You may found that the blogging style is some kind of difference, because I am blogging with ox-hugo now. I’m writing this down in case someone want to try ox-hugo and need help
I thought the original org support from hugo is enough, though there’re drawbacks, such as:
I can use a list for most cases of table, but image, there’s no way but to embed an html img tag.
Yes using html tags directly is not complicated, but # more not work is bothering for me, it feels
realy bad everytime I type <!--more-->
, and it looks like hugo is not going to fix this issue.
Some reader of my other post suggest me to try ox-hugo, which I’ve heard since I started to use hugo. But I didn’t try it because I want to save time on learning tools. And I have to admit that packages of emacs are hard to configure for me, including ox-hugo :)
But it turned out that I don’t need a lot of settings or functions to configure ox-hugo, if you want to try ox-hugo quickly, let’s get started.
You’re assumpted to have experience on the following fields, these fields are not covered in this post
A text file like markdown, you can’t use ox-hugo if you don’t know org mode.
Your emacs should be configured to be able to install packages using melpa.

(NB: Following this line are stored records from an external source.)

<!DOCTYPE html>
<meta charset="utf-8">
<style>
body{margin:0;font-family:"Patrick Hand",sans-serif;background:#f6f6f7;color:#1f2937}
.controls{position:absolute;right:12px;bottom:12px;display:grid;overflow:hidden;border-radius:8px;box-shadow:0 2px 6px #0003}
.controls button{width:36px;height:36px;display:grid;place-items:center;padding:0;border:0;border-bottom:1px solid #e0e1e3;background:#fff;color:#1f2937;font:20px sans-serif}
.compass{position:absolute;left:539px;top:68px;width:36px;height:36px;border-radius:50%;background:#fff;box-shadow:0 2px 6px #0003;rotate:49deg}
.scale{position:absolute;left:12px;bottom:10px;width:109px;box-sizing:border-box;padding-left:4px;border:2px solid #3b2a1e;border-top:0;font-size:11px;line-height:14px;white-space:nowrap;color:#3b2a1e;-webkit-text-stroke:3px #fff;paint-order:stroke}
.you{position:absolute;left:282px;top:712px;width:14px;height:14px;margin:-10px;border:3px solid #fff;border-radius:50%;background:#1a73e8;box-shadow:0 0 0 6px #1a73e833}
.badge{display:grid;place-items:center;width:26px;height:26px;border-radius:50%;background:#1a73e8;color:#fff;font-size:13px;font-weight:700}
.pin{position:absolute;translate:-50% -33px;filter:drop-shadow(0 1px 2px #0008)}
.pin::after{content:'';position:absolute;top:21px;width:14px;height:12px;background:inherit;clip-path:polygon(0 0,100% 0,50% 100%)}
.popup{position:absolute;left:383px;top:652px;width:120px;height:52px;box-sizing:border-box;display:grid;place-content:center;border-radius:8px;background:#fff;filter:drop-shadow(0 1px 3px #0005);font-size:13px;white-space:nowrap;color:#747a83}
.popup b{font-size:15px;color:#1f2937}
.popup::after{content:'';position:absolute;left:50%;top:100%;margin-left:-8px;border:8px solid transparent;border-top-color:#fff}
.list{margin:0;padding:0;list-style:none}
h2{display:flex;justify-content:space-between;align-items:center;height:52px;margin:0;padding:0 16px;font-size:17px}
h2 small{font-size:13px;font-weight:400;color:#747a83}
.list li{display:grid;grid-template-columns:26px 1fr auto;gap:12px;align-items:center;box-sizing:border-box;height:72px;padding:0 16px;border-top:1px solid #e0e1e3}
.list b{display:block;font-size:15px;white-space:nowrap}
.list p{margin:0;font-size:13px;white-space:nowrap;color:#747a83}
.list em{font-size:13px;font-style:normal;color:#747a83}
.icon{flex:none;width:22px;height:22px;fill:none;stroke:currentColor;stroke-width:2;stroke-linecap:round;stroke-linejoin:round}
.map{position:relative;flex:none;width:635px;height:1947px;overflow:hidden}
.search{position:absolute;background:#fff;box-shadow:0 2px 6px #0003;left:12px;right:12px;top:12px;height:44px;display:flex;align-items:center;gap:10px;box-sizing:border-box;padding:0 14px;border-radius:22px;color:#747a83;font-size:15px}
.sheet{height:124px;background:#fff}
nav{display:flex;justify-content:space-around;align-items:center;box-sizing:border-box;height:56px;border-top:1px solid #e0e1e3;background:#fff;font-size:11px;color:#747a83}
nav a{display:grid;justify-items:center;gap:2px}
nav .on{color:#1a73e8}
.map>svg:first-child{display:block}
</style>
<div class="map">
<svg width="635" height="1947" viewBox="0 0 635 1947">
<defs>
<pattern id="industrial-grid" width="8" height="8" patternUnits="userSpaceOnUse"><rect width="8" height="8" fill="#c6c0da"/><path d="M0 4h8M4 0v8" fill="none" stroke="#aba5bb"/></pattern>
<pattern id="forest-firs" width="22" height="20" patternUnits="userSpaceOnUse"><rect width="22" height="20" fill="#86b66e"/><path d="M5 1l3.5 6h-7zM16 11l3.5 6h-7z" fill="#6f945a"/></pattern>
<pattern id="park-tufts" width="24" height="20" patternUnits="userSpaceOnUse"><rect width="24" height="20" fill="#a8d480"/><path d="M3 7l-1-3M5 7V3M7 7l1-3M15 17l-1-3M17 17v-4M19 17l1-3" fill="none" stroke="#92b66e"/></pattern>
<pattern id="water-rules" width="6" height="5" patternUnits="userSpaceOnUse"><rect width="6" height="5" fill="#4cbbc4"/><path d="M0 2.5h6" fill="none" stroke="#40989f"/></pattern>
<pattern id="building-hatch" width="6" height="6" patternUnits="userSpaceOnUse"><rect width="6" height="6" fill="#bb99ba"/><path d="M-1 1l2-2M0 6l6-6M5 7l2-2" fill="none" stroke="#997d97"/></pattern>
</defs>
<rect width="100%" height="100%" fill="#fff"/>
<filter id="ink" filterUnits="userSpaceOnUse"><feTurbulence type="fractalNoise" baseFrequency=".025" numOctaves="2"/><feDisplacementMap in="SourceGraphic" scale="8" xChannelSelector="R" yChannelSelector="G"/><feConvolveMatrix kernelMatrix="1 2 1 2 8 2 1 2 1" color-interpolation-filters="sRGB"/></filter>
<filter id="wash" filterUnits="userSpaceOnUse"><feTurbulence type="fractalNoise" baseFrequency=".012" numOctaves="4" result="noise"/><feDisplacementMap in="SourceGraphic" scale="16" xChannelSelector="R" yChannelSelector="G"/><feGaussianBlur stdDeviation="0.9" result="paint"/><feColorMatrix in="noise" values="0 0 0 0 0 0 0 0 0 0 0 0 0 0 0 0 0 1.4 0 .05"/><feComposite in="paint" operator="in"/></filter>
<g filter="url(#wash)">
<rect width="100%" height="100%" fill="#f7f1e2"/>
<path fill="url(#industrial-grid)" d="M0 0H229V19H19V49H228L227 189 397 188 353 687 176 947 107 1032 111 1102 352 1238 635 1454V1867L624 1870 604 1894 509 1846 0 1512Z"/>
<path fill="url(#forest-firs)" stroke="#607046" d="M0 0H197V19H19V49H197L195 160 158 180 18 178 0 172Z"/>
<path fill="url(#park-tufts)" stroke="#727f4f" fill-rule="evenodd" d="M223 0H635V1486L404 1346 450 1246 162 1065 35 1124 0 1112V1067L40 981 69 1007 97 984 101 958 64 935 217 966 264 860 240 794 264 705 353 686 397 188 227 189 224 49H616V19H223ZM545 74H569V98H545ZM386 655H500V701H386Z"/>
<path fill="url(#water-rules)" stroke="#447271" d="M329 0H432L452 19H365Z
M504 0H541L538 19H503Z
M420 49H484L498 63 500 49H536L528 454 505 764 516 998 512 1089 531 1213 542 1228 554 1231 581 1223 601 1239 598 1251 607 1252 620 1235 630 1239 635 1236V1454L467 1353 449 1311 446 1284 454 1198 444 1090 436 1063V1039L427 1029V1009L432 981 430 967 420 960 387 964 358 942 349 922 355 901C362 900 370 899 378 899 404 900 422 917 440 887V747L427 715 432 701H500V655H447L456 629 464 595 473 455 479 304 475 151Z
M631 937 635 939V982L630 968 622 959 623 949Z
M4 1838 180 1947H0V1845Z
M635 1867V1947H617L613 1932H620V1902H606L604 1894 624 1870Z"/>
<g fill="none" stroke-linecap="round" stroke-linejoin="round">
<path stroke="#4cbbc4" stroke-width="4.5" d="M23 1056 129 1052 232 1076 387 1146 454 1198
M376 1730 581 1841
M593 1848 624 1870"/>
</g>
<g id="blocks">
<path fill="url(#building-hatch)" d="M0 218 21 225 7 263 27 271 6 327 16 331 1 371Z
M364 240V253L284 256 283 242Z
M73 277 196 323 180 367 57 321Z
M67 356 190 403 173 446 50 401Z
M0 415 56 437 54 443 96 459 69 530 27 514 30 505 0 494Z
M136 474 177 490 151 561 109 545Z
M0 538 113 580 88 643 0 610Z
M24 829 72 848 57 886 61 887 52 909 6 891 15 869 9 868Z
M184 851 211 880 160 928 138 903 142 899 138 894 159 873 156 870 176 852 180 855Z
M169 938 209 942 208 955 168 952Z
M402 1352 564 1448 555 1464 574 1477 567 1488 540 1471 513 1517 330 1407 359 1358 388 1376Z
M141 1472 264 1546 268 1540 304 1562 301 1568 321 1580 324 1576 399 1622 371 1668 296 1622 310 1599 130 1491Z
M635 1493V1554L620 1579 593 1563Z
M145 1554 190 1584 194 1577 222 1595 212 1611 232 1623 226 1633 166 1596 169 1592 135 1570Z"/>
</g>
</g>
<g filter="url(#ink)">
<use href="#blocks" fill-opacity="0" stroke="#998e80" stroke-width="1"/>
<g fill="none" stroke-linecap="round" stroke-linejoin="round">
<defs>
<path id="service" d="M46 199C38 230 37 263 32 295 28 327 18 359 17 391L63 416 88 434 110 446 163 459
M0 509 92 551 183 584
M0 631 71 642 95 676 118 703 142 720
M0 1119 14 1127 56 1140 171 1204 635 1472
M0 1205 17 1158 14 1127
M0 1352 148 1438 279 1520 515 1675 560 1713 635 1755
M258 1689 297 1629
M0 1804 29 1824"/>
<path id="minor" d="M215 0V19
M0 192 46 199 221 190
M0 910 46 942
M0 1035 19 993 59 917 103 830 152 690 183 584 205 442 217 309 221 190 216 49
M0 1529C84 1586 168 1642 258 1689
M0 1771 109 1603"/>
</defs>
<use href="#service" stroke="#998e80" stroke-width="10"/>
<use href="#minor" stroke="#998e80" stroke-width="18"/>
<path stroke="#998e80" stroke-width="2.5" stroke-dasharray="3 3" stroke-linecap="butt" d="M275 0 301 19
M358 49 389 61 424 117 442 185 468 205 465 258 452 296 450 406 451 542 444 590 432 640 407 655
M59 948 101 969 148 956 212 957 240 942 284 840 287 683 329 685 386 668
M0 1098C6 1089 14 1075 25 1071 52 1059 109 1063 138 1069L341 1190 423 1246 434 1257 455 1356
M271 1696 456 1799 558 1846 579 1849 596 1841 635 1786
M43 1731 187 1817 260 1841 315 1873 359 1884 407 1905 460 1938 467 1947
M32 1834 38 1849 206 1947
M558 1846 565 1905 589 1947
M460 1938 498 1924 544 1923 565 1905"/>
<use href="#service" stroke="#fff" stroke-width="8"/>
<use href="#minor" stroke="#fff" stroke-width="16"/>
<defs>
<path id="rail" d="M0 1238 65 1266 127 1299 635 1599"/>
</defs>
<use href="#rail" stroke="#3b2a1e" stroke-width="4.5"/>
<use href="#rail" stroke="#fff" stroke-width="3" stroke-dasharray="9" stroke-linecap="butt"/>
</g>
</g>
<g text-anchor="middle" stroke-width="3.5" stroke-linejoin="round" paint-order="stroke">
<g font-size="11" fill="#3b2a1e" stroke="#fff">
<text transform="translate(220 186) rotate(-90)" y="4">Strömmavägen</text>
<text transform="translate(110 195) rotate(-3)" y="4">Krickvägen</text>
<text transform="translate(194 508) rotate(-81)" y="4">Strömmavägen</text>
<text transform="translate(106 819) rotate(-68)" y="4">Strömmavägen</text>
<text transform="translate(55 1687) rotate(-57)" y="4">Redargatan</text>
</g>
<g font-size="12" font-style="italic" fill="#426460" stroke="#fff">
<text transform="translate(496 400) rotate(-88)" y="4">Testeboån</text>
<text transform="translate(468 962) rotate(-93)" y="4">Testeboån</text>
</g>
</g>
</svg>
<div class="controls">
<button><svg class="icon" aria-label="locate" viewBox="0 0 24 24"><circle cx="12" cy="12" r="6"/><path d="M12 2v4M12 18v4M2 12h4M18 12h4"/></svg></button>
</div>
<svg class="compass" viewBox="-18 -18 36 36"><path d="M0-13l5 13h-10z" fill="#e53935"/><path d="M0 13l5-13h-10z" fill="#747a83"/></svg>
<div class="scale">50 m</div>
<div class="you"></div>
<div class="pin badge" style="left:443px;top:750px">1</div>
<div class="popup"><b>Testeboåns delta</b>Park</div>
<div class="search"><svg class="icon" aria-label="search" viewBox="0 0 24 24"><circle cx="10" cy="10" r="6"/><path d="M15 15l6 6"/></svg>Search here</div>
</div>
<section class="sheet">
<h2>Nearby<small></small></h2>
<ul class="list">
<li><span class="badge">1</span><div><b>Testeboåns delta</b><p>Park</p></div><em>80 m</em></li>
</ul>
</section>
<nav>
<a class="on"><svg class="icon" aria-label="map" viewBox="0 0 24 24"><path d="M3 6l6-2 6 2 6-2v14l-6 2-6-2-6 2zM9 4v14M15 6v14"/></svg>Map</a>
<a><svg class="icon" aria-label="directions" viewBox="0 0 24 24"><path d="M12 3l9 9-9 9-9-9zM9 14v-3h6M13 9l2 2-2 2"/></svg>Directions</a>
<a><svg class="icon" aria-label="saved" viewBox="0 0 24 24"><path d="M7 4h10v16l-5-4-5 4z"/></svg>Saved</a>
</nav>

ox-hugo simply converted org files to markdown files, which are the first class citizens in hugo :), but you still need hugo to generate your site.
Use M-x list-packages
to open package list, move the cursor to ox-hugo,
press i to mark it as install, press x to execute the installation.

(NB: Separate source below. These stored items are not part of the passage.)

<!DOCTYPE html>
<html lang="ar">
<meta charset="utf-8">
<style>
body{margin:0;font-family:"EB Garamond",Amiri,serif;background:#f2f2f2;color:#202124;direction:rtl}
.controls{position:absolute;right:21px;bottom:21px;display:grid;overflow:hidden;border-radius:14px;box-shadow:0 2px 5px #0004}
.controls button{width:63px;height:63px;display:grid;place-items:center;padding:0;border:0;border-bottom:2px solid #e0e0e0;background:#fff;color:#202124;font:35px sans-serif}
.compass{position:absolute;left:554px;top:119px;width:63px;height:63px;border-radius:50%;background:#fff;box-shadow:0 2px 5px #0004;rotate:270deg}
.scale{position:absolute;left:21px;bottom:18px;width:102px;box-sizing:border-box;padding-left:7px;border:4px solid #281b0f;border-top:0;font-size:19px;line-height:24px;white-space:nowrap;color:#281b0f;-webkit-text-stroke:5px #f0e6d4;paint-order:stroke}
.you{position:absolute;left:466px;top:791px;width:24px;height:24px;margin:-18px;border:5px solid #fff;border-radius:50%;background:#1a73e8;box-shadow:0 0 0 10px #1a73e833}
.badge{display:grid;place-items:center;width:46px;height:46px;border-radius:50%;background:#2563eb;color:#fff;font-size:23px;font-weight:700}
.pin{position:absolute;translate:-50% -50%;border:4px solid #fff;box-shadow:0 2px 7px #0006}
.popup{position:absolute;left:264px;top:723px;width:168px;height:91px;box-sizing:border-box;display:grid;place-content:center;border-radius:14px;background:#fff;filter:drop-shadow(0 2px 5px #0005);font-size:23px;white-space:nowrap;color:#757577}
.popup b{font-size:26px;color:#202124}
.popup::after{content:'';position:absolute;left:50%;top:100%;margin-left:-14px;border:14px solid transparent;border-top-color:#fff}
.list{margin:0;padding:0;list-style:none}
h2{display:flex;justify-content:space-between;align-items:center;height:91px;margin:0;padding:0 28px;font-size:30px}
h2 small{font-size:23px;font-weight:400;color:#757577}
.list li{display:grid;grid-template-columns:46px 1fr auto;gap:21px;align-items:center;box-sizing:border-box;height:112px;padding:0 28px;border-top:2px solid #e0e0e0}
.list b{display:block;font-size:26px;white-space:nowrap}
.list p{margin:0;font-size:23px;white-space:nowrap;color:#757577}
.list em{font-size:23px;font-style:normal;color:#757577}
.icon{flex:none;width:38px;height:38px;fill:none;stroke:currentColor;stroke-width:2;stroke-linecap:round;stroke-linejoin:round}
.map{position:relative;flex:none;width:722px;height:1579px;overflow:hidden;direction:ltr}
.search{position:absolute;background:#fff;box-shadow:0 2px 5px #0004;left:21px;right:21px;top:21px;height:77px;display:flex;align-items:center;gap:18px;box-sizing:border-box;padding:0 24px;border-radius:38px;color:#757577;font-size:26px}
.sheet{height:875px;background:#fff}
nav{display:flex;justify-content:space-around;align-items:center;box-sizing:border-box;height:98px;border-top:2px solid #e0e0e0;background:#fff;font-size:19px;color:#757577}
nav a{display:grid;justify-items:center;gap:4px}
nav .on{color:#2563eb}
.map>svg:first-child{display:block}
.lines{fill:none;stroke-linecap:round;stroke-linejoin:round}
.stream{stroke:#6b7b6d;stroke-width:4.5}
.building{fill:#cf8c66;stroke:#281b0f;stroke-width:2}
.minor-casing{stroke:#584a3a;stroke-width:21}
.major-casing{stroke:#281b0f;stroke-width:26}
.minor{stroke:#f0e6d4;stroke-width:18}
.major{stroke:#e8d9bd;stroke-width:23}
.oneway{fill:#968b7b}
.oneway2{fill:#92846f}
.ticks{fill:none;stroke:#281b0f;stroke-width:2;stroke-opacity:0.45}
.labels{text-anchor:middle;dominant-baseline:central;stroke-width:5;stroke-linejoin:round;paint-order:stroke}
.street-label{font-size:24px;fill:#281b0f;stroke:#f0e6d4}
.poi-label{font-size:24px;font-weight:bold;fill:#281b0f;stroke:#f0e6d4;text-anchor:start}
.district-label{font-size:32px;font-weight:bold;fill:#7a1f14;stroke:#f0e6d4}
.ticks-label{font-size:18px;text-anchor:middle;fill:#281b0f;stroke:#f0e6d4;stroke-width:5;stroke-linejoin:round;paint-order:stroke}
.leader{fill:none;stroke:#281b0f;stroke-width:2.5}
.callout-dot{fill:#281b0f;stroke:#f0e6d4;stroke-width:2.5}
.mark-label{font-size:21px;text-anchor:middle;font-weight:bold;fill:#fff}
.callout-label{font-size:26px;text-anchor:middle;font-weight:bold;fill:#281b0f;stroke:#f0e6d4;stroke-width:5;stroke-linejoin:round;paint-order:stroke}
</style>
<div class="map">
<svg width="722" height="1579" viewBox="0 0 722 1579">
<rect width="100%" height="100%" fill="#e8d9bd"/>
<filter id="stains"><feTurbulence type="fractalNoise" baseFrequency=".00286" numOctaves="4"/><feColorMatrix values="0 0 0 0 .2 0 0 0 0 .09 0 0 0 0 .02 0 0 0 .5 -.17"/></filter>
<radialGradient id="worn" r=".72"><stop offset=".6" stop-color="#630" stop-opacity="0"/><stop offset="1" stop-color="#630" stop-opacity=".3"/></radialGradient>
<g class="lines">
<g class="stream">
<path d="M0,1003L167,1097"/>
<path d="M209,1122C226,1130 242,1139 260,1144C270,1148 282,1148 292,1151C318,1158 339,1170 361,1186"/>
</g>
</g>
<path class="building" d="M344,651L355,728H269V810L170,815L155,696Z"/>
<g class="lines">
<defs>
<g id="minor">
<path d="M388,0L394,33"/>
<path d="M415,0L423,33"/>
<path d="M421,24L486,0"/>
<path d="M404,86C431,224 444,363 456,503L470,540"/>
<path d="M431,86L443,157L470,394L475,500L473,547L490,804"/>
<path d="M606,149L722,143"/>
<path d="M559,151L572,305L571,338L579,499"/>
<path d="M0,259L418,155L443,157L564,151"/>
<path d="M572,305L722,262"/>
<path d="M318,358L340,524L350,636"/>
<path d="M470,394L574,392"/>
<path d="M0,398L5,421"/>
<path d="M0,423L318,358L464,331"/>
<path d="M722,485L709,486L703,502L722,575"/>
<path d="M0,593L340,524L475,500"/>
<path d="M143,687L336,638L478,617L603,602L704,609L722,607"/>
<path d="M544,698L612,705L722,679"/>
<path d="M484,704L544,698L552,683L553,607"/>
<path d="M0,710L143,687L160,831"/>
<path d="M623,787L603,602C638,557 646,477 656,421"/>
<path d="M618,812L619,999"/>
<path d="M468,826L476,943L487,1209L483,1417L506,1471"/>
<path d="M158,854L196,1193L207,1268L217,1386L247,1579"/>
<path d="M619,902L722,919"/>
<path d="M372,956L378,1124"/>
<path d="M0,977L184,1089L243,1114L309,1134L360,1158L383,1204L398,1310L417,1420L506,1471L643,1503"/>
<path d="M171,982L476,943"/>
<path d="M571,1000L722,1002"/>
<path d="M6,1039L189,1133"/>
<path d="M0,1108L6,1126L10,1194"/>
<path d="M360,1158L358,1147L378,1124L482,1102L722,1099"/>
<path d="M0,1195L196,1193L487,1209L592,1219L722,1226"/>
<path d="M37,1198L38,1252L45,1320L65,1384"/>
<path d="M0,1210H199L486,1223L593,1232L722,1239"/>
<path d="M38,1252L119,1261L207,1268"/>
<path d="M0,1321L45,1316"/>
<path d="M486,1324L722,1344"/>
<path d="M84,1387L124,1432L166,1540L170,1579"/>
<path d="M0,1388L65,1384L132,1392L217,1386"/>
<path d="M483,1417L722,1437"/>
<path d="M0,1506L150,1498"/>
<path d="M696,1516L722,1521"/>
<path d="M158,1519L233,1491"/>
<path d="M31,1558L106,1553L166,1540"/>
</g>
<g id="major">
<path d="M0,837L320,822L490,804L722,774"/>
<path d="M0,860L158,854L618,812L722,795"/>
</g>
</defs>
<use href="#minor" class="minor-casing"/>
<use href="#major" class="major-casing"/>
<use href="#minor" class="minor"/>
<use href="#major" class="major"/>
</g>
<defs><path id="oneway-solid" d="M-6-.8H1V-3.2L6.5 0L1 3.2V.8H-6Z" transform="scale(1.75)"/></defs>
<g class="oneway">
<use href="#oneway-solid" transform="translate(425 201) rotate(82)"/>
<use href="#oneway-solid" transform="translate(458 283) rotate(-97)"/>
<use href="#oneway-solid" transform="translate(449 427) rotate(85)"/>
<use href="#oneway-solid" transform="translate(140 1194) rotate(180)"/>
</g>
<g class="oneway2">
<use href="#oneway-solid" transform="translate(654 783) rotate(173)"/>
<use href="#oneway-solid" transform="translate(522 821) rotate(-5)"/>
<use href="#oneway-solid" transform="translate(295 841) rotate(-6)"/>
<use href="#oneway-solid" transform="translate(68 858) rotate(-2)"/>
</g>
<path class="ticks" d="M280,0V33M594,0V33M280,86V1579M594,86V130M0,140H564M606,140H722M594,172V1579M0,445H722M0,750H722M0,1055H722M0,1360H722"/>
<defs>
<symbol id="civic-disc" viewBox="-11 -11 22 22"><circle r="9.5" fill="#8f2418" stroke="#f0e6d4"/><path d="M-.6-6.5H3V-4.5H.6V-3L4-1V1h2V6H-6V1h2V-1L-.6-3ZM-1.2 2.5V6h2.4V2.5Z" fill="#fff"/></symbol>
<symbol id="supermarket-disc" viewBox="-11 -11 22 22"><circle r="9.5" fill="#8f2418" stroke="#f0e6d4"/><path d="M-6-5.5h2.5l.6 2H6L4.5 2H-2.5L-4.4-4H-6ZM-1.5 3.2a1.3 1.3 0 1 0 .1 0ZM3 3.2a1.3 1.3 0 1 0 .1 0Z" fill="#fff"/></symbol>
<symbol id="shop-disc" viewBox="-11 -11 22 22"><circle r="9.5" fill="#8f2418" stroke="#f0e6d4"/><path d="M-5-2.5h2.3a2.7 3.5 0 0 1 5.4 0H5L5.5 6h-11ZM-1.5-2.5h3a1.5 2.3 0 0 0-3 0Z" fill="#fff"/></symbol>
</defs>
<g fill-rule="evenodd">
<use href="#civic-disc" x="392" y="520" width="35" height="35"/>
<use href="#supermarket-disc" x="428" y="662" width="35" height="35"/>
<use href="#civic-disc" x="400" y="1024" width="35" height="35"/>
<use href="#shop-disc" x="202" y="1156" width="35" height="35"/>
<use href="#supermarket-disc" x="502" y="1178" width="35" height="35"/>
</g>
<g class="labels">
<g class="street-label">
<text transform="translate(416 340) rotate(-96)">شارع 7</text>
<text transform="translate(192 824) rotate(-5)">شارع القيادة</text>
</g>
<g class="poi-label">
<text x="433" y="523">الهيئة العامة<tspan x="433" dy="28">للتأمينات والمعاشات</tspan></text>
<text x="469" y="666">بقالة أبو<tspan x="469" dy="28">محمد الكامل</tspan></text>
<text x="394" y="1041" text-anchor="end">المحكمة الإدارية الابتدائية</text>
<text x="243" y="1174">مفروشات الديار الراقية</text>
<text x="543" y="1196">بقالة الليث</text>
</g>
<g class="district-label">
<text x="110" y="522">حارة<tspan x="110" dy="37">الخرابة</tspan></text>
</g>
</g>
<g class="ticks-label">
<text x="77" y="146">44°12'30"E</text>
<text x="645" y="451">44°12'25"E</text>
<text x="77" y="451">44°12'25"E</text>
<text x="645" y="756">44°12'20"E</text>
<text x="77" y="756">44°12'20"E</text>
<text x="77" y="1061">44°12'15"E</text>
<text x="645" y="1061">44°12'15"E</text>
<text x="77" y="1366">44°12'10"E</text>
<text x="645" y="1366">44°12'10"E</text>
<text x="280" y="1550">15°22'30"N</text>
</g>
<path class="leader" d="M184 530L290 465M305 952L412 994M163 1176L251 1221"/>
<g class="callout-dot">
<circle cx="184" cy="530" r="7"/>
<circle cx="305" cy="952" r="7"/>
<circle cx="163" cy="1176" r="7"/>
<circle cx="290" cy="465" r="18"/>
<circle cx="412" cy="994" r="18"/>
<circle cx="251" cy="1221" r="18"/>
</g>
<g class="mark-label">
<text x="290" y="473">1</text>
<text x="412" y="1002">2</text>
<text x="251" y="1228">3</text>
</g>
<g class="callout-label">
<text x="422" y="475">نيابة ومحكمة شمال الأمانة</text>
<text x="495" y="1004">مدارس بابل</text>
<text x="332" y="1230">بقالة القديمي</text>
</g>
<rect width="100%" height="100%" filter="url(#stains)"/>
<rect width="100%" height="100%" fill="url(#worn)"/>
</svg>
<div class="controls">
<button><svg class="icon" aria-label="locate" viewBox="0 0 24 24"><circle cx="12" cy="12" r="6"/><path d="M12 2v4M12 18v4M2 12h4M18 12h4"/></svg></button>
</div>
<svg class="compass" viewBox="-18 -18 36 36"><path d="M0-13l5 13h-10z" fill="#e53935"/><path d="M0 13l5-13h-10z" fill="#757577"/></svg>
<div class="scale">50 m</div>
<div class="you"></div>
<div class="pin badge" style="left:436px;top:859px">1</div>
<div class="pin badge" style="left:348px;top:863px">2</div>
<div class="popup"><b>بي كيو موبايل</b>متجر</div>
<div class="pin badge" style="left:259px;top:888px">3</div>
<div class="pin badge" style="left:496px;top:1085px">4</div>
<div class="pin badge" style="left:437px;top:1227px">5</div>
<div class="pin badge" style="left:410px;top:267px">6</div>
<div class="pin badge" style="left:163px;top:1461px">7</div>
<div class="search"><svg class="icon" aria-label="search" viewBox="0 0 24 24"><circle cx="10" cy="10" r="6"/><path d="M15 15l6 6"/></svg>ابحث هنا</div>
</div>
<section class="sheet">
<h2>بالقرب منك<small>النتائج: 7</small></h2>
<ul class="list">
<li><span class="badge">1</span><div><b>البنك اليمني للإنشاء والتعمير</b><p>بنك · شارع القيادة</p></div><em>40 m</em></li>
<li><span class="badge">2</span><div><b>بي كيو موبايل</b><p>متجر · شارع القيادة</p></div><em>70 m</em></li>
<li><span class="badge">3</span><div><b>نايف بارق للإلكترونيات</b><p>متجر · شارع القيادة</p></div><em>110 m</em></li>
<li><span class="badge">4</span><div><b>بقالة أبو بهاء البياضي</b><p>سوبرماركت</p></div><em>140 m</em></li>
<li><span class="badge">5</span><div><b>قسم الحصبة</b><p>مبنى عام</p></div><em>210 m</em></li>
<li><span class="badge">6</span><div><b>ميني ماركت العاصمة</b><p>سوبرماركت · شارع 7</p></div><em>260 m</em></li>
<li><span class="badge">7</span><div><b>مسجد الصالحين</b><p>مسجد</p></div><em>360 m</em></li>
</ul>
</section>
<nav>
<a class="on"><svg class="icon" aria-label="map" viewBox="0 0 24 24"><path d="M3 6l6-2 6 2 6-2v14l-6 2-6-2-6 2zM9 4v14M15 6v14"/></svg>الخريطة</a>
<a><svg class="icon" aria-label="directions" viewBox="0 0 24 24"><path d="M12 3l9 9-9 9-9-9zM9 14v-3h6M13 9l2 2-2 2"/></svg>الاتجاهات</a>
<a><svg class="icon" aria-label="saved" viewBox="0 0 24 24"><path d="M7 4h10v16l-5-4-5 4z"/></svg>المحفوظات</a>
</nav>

Open your init.el file and add the following settings, restart emacs and you’re done.
(with-eval-after-load 'ox
(require 'ox-hugo))
(require 'ox-hugo-auto-export) ;; update: we don't need this any more
We could now write our blogs now, but we could create a template file now, to simplify the blog writing.
Let’s create an ox-hugo folder in our hugo site folder. And create a template.org inside the folder, file content refers to this file.
Configuration is listed here (yes we are going to use table):
Name | Configuration |
---|---|
HUGO_BASE_DIR | Site folder relative to this folder |
HUGO_SECTION | Ox-hugo output folder, the same folder you place your org/md files before |
HUGO_WEIGHT | Post ordering weight |
HUGO_AUTO_SET_LASTMOD | Modify last mod time automatically |
TITLE | Post title |
HUGO_TAGS | Post tags |
HUGO_DRAFT | Is this a draft |
hugo: more | Sperator between intro and content |
Footnotes | Configurations to save file |
org-hugo-auto-export-on-save | Auto export on save |
There’s only one config you must modify: HUGO_SECTION, which is differed by folder names, the others could be changed as we need.
Update: org-hugo-auto-export-on-save is deprecated, use the following line instead:
# eval: (org-hugo-auto-export-mode)
Now we can use the template to write post, when we save the file, ox-hugo will translate our org file to markdown and put it to the output folder, does it feel like we are the first class citizens again? Yes though it is just illusion :)
It’s not that hard to try ox-hugo, install, configure, template, then we can writing our post.